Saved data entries
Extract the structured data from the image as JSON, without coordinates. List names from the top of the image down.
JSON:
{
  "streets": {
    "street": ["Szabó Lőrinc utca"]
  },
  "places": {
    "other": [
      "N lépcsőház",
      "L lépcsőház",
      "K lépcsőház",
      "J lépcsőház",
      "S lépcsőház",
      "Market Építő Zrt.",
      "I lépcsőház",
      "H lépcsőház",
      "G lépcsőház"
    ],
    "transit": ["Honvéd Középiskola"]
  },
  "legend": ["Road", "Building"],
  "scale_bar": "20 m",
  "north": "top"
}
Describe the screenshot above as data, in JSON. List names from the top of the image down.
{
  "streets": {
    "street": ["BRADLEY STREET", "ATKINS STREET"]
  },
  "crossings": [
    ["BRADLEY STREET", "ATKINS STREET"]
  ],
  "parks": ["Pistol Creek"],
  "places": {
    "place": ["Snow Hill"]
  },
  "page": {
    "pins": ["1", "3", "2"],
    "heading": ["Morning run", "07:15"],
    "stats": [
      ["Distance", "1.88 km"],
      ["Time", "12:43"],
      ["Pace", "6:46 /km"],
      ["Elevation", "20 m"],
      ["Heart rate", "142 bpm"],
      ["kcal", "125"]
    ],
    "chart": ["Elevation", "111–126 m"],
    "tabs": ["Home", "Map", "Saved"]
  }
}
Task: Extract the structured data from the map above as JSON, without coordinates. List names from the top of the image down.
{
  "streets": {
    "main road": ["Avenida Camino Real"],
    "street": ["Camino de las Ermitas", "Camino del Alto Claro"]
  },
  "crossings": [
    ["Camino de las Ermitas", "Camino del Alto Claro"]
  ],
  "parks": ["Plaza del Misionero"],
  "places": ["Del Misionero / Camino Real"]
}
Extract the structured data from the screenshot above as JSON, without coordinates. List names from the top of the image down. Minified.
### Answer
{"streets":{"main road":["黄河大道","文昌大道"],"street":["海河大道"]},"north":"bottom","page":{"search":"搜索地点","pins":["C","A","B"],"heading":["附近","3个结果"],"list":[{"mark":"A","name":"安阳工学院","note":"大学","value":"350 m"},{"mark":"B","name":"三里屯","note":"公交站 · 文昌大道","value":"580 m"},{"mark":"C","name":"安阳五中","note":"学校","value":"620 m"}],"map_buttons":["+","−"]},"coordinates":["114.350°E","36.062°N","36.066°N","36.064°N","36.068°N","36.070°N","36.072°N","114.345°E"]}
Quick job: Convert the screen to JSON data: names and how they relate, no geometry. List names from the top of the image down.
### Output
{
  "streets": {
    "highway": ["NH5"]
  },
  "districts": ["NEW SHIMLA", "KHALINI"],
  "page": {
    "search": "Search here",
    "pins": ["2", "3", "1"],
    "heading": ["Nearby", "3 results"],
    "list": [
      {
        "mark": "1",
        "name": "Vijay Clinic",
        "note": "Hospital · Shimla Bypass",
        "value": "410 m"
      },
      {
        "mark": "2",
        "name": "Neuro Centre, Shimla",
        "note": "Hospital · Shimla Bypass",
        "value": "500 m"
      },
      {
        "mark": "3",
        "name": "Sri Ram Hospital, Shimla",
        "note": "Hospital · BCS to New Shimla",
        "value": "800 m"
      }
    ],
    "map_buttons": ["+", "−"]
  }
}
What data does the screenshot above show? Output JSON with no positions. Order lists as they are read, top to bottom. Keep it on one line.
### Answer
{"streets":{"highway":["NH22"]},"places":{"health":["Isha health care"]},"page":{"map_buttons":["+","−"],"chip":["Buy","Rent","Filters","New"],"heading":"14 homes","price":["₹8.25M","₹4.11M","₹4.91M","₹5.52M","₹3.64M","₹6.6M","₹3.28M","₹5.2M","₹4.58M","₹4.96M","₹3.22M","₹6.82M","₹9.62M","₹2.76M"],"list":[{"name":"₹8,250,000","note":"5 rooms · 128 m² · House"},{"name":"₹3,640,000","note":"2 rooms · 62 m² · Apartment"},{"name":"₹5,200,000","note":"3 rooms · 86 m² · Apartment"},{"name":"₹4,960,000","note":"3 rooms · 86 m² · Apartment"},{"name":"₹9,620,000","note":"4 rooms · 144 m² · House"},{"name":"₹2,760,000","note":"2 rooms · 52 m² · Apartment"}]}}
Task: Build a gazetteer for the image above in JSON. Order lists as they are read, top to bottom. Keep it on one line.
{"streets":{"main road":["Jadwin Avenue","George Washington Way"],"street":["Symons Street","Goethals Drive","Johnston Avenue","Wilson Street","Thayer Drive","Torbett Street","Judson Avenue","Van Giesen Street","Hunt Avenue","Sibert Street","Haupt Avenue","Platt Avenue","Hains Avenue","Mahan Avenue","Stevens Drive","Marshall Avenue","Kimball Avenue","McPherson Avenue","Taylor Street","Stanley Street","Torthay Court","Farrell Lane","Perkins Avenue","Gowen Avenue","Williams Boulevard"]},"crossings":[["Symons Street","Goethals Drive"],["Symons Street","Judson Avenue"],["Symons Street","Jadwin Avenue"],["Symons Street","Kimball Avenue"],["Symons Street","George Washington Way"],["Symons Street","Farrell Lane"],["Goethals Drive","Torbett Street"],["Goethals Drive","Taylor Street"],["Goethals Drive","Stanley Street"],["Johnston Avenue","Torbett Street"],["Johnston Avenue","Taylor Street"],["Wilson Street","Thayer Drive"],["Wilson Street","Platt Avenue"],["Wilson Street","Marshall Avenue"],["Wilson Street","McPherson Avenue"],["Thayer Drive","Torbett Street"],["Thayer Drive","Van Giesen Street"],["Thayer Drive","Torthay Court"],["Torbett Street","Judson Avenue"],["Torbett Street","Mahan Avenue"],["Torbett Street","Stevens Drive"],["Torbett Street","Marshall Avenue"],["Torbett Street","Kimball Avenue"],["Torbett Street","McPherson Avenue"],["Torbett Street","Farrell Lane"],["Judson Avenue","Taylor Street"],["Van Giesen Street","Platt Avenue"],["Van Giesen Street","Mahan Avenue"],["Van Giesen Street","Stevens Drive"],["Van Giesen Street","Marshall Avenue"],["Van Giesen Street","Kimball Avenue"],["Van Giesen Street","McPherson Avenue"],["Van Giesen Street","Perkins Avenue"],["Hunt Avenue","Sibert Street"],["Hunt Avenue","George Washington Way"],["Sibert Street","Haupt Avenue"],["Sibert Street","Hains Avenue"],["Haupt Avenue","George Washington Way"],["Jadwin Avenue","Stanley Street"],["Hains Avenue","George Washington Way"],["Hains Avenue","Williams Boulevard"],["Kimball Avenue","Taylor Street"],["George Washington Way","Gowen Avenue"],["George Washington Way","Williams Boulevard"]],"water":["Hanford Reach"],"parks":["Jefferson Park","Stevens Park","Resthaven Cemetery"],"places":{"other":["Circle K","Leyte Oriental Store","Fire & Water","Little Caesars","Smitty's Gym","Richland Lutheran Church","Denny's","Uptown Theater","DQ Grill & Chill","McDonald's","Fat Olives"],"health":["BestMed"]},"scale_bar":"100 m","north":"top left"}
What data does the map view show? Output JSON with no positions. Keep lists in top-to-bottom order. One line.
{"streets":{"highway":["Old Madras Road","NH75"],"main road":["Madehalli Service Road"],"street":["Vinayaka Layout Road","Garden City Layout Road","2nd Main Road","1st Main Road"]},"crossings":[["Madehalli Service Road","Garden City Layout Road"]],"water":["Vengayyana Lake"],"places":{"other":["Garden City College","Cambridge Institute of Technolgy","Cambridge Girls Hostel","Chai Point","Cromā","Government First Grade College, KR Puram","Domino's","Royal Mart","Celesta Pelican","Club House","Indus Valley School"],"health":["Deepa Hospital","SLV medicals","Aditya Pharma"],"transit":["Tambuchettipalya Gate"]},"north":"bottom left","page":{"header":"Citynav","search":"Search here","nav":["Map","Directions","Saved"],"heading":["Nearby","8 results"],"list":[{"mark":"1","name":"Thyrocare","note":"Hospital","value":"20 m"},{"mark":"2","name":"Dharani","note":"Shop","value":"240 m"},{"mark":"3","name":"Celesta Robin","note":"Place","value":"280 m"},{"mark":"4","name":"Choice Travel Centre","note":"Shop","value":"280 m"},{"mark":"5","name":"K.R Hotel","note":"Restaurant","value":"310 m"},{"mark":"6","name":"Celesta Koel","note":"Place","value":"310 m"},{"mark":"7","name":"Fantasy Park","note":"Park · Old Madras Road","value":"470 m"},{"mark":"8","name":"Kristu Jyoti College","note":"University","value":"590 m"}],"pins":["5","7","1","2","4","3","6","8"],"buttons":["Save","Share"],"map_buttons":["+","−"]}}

# REQUIRED WORK
The answer is every line in the data where the word "show" appears.

# RESULT OF THIS TASK
What data does the screenshot above show? Output JSON with no positions. Order lists as they are read, top to bottom. Keep it on one line.
What data does the map view show? Output JSON with no positions. Keep lists in top-to-bottom order. One line.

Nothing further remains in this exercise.